Of course, there's much more to know about actual OpAmps, such as their minimum and maximum power supply and input voltages, their actual CMRR and PSRR figures, their idle and maximum output currents, their maximum slew rate, their THD and noise contributions, their input bias current, their phase margin, and their gain-bandwidth-product (GBW). And while these subtleties are complex and important, they do not obscure the OpAmp's fantastically simple functionality.

John's Favorite: Odell's India Pale Ale

I often rate in the number beers that would be required in order to teach someone a topic or task. For example, teaching a bright fellow, who was otherwise electronically trained, how to use SPICE would take about one to two six-packs over several days; but teaching him how to read resistor color codes, only one beer and ten minutes. Well, getting him up to speed on how OpAmps function in audio circuits and the half dozen basic OpAmp circuit topologies would be about a three beer effort. In contrast, getting him up to speed on the actual circuit within the OpAmp's tiny package would take a truck-full of beer and about a year.
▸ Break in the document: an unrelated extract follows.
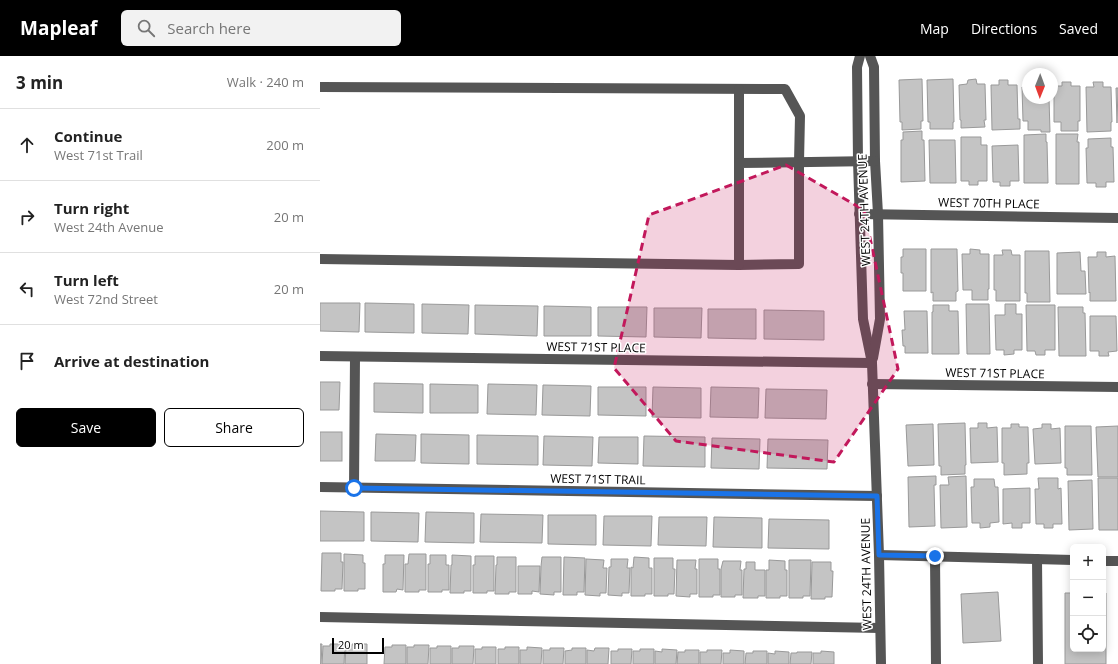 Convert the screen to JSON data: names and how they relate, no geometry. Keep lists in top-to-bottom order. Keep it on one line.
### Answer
{"streets":{"street":["WEST 70TH PLACE","WEST 24TH AVENUE","WEST 71ST PLACE","WEST 71ST TRAIL"]},"crossings":[["WEST 70TH PLACE","WEST 24TH AVENUE"],["WEST 24TH AVENUE","WEST 71ST PLACE"],["WEST 24TH AVENUE","WEST 71ST TRAIL"]],"scale_bar":"20 m","north":"bottom","page":{"header":"Mapleaf","search":"Search here","nav":["Map","Directions","Saved"],"heading":["3 min","Walk · 240 m"],"list":[["Continue","West 71st Trail","200 m"],["Turn right","West 24th Avenue","20 m"],["Turn left","West 72nd Street","20 m"],"Arrive at destination"],"buttons":["Save","Share"],"map_buttons":["+","−"],"scale":"20 m"}}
Two views on OpAmp performance, in audio terms, are prevalent: OpAmps are awesome, perfect beyond the wildest dreams of audiophile nirvana; and, OpAmps are not ready for prime time yet. Those who hold the first view argue that since people can only hear out to about 20kHz and only consistently detect distortion above 5%, OpAmps with bandwidth out to 1MHz and distortion below 0.1% are more than good enough for human ears. Those holding the opposing view are quick to point out the OpAmp's comparative failings. Compared to what? Either tube circuitry or discrete transistor circuits made up from resistors, capacitors, and individual transistors, each of which can be much larger than an entire OpAmp. In general, audiophiles tend to look down their noses at OpAmps, finding them as appealing as insects in the cookie jar. Not all of the OpAmp critics, however, belong to the golden-ear audiophile crowd. A good example is Samuel Groner's free and truly excellent PDF, Operational Amplifier Distortion, whose 436 pages categorize OpAmp distortion under four basic distortion mechanisms:

• Transfer Linearity: The distortion remaining after the three other distortion sources mentioned below have been eliminated. The amplifier operates in inverting configuration and with negligible output loading.

• Common-Mode Linearity: The distortion arising from operating the amplifier in a noninverting configuration; the input will see the full input signal as common-mode swing.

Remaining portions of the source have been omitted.